GOAL OF THE EXERCISE:
Copy out each line of the entries where the word "hidden" is present.

[[ RECORDS PROVIDED open ]]

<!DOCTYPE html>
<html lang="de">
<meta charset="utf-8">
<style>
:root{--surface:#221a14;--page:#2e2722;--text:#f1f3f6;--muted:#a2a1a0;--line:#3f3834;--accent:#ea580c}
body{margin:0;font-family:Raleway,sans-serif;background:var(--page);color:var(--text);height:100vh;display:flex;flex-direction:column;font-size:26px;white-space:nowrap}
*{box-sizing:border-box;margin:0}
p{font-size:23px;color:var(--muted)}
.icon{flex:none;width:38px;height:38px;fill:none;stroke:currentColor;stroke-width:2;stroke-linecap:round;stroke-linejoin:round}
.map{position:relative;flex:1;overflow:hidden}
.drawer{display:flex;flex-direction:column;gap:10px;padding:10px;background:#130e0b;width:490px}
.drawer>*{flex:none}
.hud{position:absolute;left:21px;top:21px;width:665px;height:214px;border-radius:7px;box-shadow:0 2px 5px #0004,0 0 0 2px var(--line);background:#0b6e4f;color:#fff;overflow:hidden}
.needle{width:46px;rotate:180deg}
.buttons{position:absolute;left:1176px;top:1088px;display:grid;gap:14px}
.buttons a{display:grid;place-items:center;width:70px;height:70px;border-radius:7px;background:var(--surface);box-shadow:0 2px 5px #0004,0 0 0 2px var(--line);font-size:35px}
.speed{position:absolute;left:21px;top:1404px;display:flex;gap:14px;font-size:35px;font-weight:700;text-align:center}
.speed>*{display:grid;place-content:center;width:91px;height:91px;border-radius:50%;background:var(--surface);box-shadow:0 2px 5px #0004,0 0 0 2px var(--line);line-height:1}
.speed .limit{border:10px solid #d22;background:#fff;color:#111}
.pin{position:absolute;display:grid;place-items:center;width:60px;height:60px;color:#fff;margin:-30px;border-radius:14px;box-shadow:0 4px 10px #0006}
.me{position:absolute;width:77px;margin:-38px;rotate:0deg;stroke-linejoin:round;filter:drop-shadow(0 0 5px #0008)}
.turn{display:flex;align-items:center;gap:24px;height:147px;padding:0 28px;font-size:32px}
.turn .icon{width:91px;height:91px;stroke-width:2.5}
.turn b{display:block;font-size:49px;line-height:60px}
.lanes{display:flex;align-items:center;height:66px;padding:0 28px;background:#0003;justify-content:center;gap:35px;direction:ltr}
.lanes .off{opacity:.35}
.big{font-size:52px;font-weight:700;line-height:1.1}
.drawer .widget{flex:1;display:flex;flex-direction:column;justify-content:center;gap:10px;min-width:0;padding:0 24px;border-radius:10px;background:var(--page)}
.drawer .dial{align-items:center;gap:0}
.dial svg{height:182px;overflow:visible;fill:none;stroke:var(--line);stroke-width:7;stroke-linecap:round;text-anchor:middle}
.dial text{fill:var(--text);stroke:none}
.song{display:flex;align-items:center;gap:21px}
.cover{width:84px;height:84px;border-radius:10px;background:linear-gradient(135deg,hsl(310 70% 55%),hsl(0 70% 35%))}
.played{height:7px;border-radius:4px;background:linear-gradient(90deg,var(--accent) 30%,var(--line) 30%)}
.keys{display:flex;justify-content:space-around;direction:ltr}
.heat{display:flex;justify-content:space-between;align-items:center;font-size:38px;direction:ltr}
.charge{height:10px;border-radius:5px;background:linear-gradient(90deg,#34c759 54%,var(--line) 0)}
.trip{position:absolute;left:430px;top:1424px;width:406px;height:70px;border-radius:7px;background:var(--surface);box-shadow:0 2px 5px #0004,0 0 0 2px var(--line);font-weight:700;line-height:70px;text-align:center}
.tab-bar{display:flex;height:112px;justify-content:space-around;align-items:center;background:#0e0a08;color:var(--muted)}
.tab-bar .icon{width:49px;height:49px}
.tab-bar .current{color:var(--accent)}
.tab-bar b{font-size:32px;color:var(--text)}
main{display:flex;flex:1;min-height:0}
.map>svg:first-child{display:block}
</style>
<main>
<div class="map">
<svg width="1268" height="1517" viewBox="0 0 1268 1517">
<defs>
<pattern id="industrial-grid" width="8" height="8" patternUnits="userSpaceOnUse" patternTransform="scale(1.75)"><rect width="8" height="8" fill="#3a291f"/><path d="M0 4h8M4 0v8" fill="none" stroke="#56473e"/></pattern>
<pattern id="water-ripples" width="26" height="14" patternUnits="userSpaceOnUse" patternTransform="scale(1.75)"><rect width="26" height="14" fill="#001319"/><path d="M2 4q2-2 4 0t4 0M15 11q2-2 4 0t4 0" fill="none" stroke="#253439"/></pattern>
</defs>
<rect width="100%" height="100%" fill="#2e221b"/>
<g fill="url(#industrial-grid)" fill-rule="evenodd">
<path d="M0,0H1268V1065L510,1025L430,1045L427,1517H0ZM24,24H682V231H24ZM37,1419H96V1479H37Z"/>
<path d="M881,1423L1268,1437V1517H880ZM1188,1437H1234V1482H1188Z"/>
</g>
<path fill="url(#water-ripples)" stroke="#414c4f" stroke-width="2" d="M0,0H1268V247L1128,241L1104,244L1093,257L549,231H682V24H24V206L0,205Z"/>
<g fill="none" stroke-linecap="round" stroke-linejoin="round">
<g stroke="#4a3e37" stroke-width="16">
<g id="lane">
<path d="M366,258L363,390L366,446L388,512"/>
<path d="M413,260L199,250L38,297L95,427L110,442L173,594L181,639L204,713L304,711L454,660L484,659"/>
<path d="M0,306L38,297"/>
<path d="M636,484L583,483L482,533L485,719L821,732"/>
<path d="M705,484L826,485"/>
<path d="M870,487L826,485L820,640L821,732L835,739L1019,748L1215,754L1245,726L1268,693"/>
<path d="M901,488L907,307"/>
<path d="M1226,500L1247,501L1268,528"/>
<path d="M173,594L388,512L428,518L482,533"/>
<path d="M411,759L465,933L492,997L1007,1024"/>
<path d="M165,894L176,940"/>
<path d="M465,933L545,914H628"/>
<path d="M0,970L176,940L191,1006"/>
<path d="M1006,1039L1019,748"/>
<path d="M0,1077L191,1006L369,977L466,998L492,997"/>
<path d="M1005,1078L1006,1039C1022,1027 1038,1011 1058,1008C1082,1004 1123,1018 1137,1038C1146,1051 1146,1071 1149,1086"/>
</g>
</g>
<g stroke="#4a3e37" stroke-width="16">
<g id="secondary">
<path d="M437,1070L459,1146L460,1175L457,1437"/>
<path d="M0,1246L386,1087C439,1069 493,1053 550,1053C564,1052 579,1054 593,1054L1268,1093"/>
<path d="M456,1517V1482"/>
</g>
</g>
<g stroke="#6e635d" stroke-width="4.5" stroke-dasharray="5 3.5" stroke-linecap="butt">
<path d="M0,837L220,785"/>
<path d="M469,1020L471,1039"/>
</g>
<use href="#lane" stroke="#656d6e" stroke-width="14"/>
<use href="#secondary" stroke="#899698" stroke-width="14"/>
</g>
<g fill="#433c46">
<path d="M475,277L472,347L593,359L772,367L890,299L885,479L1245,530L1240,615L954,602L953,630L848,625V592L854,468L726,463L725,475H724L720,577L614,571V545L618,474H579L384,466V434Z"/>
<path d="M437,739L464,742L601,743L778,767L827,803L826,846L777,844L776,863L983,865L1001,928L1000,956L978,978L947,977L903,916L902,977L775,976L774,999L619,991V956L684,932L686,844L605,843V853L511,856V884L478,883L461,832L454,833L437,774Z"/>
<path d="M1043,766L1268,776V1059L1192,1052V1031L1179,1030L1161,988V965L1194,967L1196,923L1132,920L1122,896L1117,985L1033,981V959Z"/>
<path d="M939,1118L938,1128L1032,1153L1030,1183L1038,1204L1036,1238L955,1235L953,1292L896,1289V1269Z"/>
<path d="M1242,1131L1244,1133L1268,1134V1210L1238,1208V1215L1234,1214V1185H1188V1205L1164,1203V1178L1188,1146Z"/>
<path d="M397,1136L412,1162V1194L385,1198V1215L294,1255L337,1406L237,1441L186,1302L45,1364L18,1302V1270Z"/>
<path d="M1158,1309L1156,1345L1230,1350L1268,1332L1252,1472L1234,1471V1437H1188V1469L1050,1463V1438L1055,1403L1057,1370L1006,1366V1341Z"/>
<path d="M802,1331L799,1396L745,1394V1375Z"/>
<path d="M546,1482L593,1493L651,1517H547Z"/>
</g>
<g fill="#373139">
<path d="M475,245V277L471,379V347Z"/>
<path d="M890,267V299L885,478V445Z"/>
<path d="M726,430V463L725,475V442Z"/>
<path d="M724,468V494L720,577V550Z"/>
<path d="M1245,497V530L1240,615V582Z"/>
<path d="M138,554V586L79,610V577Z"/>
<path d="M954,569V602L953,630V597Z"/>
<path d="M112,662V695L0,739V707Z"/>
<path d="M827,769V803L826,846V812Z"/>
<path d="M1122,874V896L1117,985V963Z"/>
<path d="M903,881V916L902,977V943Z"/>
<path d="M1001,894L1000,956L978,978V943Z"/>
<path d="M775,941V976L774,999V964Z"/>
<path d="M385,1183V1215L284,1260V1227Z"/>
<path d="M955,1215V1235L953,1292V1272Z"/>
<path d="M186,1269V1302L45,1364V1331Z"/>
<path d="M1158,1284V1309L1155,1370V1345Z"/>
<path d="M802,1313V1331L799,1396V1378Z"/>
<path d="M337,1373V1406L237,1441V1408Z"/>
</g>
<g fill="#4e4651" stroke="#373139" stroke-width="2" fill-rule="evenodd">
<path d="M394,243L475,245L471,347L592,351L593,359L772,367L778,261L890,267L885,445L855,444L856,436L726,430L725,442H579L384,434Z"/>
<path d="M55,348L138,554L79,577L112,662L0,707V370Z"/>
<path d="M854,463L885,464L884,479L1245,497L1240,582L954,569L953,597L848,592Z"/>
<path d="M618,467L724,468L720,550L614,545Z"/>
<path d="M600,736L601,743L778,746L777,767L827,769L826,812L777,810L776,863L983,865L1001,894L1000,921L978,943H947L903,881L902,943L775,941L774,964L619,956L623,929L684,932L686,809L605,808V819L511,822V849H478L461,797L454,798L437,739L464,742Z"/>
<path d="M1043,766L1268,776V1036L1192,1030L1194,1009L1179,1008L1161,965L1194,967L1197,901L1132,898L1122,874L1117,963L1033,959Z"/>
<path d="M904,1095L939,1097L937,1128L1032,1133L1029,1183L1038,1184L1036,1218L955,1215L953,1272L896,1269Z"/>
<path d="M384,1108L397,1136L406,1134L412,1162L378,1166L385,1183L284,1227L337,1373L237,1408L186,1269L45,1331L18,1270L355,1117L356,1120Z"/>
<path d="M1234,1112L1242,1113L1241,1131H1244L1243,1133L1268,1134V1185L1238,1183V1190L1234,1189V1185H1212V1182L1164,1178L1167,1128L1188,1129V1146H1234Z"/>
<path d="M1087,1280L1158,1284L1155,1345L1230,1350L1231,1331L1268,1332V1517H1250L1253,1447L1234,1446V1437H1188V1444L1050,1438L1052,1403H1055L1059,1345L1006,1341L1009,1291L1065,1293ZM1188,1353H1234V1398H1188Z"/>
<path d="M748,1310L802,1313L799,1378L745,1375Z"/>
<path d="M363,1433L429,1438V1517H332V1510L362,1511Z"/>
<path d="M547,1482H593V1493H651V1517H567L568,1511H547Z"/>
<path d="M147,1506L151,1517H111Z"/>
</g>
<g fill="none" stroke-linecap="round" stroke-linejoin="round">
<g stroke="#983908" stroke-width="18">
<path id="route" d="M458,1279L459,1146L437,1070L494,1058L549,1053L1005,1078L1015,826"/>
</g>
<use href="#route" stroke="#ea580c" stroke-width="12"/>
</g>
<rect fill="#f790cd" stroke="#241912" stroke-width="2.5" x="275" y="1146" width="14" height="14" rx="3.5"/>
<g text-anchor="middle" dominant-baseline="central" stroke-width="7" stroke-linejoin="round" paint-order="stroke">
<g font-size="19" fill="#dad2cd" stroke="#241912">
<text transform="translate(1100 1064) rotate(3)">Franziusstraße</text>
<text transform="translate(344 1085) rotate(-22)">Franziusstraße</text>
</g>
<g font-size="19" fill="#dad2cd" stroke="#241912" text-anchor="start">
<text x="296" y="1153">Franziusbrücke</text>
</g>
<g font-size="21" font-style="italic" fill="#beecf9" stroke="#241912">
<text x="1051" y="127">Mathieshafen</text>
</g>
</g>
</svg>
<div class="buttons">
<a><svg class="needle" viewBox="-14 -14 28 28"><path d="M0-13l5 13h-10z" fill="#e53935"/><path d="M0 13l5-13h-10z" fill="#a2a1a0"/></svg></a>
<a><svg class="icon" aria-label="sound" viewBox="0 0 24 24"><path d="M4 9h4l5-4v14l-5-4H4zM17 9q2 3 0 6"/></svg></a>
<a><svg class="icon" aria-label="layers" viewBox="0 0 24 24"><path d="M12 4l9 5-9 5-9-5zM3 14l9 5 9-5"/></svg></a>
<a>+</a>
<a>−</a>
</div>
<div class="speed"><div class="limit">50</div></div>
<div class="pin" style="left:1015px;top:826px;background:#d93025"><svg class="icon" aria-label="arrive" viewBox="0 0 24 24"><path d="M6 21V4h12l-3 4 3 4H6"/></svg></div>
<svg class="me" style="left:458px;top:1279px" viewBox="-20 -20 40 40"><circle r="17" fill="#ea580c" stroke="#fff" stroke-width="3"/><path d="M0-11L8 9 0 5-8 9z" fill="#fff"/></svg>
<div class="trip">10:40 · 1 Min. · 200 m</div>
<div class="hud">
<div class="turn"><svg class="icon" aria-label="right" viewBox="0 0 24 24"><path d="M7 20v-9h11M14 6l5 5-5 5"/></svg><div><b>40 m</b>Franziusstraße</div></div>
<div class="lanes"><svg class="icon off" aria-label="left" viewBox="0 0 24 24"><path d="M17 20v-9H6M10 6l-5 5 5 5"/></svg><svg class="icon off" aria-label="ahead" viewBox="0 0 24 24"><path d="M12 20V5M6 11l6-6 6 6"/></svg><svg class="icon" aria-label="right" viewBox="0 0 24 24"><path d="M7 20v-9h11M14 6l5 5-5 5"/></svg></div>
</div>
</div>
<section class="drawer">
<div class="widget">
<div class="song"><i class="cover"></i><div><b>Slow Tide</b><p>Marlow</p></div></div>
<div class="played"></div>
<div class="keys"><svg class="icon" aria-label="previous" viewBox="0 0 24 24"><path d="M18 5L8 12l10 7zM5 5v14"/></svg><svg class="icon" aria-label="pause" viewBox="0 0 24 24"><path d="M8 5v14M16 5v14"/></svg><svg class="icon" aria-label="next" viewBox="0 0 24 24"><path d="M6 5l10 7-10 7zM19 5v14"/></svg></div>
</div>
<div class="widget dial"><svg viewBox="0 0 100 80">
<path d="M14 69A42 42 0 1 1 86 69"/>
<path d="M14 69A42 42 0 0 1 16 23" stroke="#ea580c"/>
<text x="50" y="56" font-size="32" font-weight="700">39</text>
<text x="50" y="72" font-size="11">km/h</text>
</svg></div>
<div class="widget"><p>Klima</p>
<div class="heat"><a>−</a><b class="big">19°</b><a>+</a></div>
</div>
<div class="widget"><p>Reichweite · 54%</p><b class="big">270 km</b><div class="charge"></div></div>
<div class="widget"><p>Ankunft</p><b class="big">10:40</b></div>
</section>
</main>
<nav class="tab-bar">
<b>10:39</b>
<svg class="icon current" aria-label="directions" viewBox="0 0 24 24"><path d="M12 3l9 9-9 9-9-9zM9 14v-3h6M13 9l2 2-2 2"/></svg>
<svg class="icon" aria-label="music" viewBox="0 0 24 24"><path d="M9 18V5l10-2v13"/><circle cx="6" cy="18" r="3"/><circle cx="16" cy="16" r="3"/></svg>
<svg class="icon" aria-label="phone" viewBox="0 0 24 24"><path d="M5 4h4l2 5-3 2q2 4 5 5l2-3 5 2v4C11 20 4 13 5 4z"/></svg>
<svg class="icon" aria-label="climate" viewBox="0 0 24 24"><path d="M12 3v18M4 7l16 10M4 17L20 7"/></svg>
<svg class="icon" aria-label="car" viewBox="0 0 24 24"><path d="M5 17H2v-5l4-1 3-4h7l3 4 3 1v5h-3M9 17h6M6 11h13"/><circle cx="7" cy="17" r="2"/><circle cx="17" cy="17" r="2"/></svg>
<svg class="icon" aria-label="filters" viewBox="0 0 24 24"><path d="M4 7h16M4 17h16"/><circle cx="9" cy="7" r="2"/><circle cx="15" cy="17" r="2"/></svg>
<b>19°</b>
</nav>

[[ RECORDS PROVIDED closed ]]

SOLVED EXERCISE:
.map{position:relative;flex:1;overflow:hidden}
.hud{position:absolute;left:21px;top:21px;width:665px;height:214px;border-radius:7px;box-shadow:0 2px 5px #0004,0 0 0 2px var(--line);background:#0b6e4f;color:#fff;overflow:hidden}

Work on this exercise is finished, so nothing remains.